La courtisane parut chercher un détail précis parmi le flux toujours mouvant de ses souvenirs, mais elle était, comme ses pareilles, une de ces créatures qui vivent au jour le jour, dans le présent, et jettent, sans se retourner, le sable des heures derrière elles.

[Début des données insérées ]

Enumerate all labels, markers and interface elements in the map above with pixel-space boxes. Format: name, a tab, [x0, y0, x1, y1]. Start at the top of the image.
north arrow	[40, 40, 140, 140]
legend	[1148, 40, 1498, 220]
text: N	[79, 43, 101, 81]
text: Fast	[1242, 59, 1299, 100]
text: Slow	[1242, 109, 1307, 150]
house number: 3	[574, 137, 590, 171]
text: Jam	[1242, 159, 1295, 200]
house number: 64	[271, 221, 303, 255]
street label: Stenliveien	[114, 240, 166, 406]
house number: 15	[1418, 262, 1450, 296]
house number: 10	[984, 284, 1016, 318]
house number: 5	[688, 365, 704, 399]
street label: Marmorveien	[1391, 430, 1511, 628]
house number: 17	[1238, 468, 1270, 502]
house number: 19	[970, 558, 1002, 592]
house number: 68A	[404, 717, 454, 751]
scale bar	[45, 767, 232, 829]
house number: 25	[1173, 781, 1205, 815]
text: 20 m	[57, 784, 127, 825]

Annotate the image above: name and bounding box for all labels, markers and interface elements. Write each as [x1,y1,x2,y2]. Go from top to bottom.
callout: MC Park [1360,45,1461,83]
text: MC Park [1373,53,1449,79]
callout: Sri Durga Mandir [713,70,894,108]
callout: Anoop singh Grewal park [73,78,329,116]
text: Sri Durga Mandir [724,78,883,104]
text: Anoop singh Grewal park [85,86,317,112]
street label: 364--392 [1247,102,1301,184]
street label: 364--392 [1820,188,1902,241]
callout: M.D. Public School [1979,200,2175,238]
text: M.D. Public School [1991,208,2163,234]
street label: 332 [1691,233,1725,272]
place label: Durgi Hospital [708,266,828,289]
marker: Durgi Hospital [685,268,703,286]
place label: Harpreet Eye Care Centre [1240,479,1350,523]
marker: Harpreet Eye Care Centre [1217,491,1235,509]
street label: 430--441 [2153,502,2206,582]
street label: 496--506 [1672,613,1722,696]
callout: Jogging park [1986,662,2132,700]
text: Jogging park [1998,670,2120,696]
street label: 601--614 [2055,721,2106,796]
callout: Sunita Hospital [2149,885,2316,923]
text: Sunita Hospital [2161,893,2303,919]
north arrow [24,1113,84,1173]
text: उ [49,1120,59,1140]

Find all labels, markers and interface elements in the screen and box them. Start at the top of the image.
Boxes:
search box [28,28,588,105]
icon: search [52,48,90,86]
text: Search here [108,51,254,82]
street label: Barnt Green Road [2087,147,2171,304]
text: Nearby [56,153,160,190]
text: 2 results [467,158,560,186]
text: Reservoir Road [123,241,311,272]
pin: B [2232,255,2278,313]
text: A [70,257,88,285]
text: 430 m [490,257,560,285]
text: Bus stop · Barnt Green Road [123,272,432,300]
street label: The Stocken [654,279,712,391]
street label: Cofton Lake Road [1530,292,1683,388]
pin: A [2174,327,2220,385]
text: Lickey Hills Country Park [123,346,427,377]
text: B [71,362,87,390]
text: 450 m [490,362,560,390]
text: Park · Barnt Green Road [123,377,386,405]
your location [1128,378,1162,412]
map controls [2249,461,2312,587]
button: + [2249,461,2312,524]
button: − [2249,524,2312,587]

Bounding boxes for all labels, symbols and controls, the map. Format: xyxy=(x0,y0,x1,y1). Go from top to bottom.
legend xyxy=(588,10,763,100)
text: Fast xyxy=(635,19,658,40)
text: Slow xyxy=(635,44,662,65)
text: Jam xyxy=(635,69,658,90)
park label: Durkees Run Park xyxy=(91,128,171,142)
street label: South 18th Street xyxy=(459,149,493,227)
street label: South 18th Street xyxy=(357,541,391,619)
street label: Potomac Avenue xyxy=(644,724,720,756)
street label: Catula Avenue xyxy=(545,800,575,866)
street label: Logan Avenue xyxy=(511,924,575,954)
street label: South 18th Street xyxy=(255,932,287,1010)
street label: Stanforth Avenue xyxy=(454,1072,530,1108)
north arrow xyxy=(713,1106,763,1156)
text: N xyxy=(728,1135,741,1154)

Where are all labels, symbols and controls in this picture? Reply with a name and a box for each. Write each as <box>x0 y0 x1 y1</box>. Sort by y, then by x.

– J’ai connu l’heur et le malheur, la richesse et la pauvreté, l’amour et la désillusion, la maladie et la santé. J’ai eu des amants de toutes sortes. J’ai, une fois, essayé de mourir, ce qui était une grande sottise. Mais qu’un magicien m’ait ensorcelée, vraiment, je ne m’en souviens plus… Cependant, pour m’éclairer, veux-tu me décrire les symptômes de l’ensorcellement, tels que ton amie les éprouve ?

– Mon amie, dit Sosipatra, est une femme raisonnable. Elle n’est pas sans intelligence. On prétend même qu’elle a un cerveau masculin.

– Le cerveau seulement, je l’espère pour elle ! Et la voilà bien avancée… Un cerveau masculin ! À quoi cela sert-il ?

– À étudier la sagesse.

– Elle doit être bien laide, ton amie !

– Elle me ressemble un peu, dit-on.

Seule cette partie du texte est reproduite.